A los estadistas en la Isla les advierto que no se dejen llevar por las emociones luego de escuchar a políticos americanos como los congresistas por el estado de Florida, Darren Soto y Stephanie Murphy, quienes anunciaron su apoyo a la estadidad. Recuerden que decenas de políticos a través de la historia de Estados Unidos han apoyado la estadidad verbalmente para luego darle la espalda. La inmensa mayoría lo ha hecho por interés político en los distritos que representan.

El congresista Soto representa el distrito congresional 9  de Florida, cuya población es 46% hispana, en su mayoría puertorriqueña que llego a Kissimmee en busca de la estadidad. Por eso su apoyo a la estadidad le beneficia.

Mientras, el historial de donaciones de la congresista por Florida, Stephanie Murphy, arroja miles de dólares provenientes de cabilderos estadistas. En el pasado, muchos demócratas como Soto y Murphy han sido tímidos al momento de opinar sobre la estadidad. Sin embargo, el resultado del plebiscito pasado les da la oportunidad dorada para usar el tema como balón político y politiquear por los “derechos civiles” de los puertorriqueños, sabiendo muy bien que los resultados serán ignorados por el Congreso.
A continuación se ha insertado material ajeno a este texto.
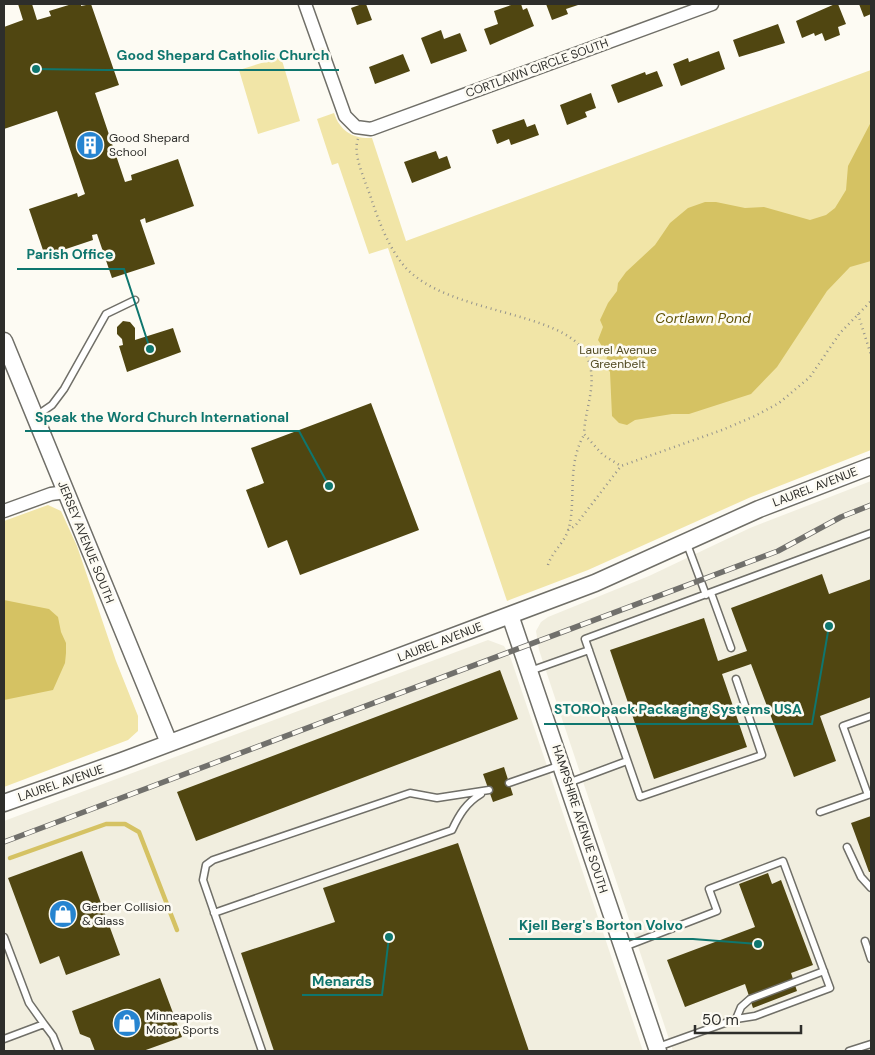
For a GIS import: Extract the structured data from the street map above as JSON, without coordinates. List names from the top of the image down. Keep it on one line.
{"streets":{"street":["CORTLAWN CIRCLE SOUTH","LAUREL AVENUE","JERSEY AVENUE SOUTH","HAMPSHIRE AVENUE SOUTH"]},"crossings":[["LAUREL AVENUE","JERSEY AVENUE SOUTH"],["LAUREL AVENUE","HAMPSHIRE AVENUE SOUTH"]],"water":["Cortlawn Pond"],"parks":["Laurel Avenue Greenbelt"],"places":{"other":["Good Shepard Catholic Church","Parish Office","Speak the Word Church International","STOROpack Packaging Systems USA","Menards","Kjell Berg's Borton Volvo"],"building":["Good Shepard School"],"shop":["Gerber Collision & Glass","Minneapolis Motor Sports"]},"scale_bar":"50 m"}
Invito a los estadistas a también recordar que los demócratas bajo el liderato del senador Harry Reid en 2010 dejaron morir  el proyecto de status HR 2499, aunque los demócratas eran la mayoría en la Cámara de Representantes y el Senado. El apoyo de políticos estadounidenses a la estadidad nace de sus propios intereses políticos y no del interés del pueblo de Puerto Rico. No se dejen coger de tontos.  
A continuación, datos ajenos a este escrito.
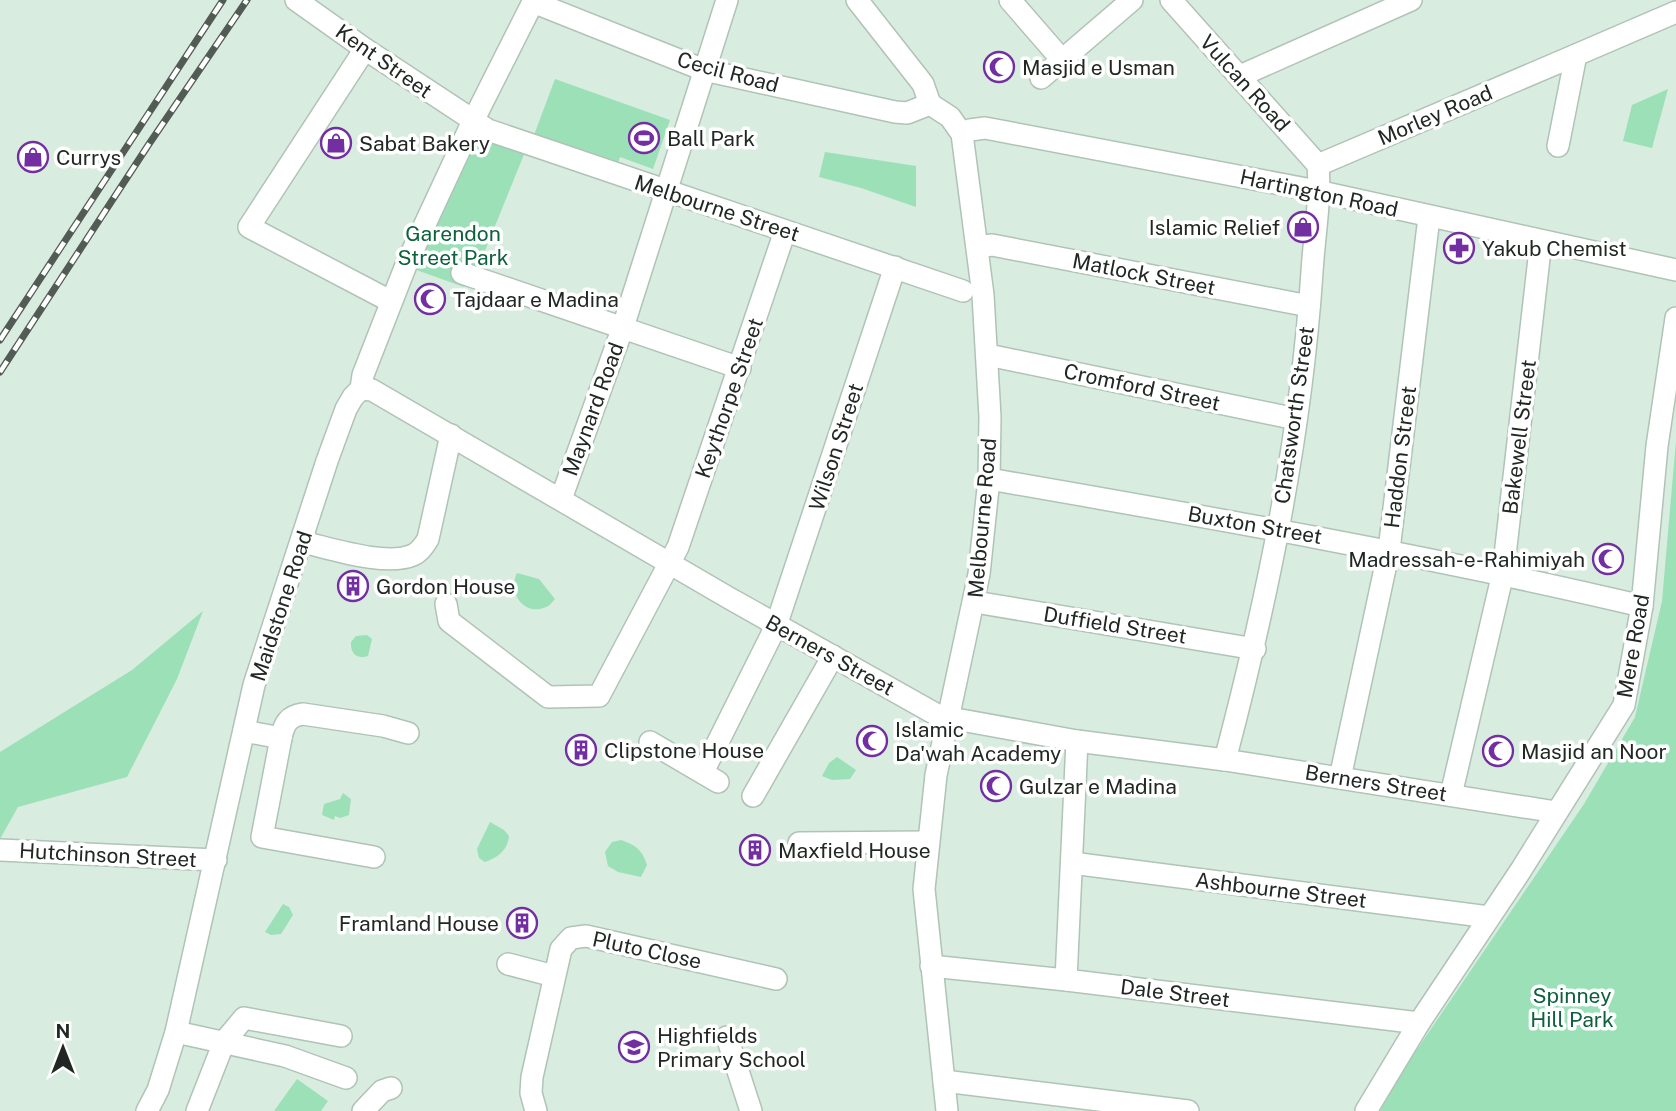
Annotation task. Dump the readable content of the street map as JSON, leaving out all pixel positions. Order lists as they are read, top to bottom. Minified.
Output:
{"streets":{"street":["Kent Street","Cecil Road","Vulcan Road","Morley Road","Hartington Road","Melbourne Street","Matlock Street","Cromford Street","Keythorpe Street","Maynard Road","Chatsworth Street","Bakewell Street","Wilson Street","Haddon Street","Melbourne Road","Buxton Street","Maidstone Road","Duffield Street","Mere Road","Berners Street","Hutchinson Street","Ashbourne Street","Pluto Close","Dale Street"]},"crossings":[["Kent Street","Melbourne Street"],["Kent Street","Maidstone Road"],["Cecil Road","Maynard Road"],["Cecil Road","Maidstone Road"],["Vulcan Road","Morley Road"],["Hartington Road","Chatsworth Street"],["Hartington Road","Bakewell Street"],["Hartington Road","Haddon Street"],["Hartington Road","Melbourne Road"],["Melbourne Street","Keythorpe Street"],["Melbourne Street","Maynard Road"],["Melbourne Street","Wilson Street"],["Melbourne Street","Maidstone Road"],["Matlock Street","Chatsworth Street"],["Matlock Street","Melbourne Road"],["Cromford Street","Chatsworth Street"],["Cromford Street","Melbourne Road"],["Keythorpe Street","Berners Street"],["Maynard Road","Berners Street"],["Chatsworth Street","Buxton Street"],["Chatsworth Street","Duffield Street"],["Chatsworth Street","Berners Street"],["Bakewell Street","Buxton Street"],["Bakewell Street","Berners Street"],["Wilson Street","Berners Street"],["Haddon Street","Buxton Street"],["Haddon Street","Berners Street"],["Melbourne Road","Buxton Street"],["Melbourne Road","Duffield Street"],["Melbourne Road","Berners Street"],["Melbourne Road","Dale Street"],["Buxton Street","Mere Road"],["Maidstone Road","Berners Street"],["Maidstone Road","Hutchinson Street"],["Mere Road","Berners Street"],["Mere Road","Ashbourne Street"],["Mere Road","Dale Street"]],"parks":["Garendon Street Park","Spinney Hill Park"],"places":{"mosque":["Masjid e Usman","Tajdaar e Madina","Madressah-e-Rahimiyah","Islamic Da'wah Academy","Masjid an Noor","Gulzar e Madina"],"sports":["Ball Park"],"shop":["Sabat Bakery","Currys","Islamic Relief"],"pharmacy":["Yakub Chemist"],"building":["Gordon House","Clipstone House","Maxfield House","Framland House"],"school or university":["Highfields Primary School"]},"north":"top"}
En resumen, los resultados del plebiscito pasado serán ignorados por Estados Unidos nuevamente porque, como he señalado en casi todas mi columnas, el poder del dinero en el sistema electoral de los Estados Unidos siempre prevalece. Las corporaciones americanas más poderosas evaden miles de millones de dólares en contribuciones federales a través de sus plantas en la Isla. Si Puerto Rico se convierte en estado, esas corporaciones perderán ese incentivo contributivo, lo que resultaría en pérdidas para ellas, que son donantes de todos los miembros del Congreso. En arroz y habichuelas, las corporaciones americanas más poderosas en los Estados Unidos tienen a todos los miembros del Congreso en el bolsillo. El dinero manda en la nación americana, no la democracia.  
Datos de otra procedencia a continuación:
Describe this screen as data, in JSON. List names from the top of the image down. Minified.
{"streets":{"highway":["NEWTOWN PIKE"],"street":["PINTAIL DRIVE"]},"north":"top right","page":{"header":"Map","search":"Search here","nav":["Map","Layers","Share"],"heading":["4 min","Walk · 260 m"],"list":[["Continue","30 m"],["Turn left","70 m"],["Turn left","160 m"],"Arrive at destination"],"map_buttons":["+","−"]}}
Basta con mirar quién es el presidente de ese país; un multimillonario que ha centrado su vida y su propósito en la acumulación de riquezas, mientras humilla y desprecia a los menos pudientes y pobres.

Donald Trump es un reflejo de la filosofía capitalista de Estados Unidos compuesta por los pilares de arrogancia, poder y dinero, los mismos que llevaron a Roma hacia su colapso total.  

Estados Unidos tienen ante sí dos resultados plebiscitarios consecutivos en los que el pueblo de Puerto Rico ha rechazado la colonia.

¿Qué prevalecerá? ¿La democracia o el dinero?  

Si prevalece el dinero, como pronostico, espero que el liderato estadista se una finalmente  a las filas del independentismo, como hice yo, para finalmente lograr lo que merecen todos los puertorriqueños; un Puerto Rico libre y soberano.